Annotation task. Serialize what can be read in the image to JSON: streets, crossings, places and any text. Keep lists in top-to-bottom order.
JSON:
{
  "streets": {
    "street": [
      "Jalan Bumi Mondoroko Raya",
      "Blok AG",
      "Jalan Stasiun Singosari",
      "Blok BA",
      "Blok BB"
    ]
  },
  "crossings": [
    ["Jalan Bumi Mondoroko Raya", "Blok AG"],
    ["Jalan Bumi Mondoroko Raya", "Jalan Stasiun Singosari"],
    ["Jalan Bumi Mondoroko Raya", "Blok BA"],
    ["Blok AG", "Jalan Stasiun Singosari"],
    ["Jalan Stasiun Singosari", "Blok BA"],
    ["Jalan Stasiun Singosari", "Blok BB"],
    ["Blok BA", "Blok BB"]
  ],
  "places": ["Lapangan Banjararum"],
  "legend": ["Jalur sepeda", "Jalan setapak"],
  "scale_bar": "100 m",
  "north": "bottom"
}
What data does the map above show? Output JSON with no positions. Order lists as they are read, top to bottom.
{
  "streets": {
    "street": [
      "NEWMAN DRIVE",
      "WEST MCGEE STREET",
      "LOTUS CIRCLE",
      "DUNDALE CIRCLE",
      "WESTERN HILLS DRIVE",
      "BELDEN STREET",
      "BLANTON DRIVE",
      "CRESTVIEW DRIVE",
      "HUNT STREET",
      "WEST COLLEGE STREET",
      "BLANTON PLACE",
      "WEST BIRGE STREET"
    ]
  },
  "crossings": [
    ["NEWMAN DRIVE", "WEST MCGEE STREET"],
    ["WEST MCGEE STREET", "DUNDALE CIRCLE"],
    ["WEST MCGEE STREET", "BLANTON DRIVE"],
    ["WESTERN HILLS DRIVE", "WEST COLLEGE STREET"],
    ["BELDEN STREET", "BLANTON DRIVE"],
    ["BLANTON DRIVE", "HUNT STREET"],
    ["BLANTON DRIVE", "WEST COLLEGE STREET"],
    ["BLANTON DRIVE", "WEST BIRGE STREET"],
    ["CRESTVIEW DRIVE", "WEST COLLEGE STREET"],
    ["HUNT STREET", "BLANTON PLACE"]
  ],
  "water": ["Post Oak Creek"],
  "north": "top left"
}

◆ ◆ ◆ ◆

Show, from the listing above, each line that contains the word "read".

Annotation task. Serialize what can be read in the image to JSON: streets, crossings, places and any text. Keep lists in top-to-bottom order.
What data does the map above show? Output JSON with no positions. Order lists as they are read, top to bottom.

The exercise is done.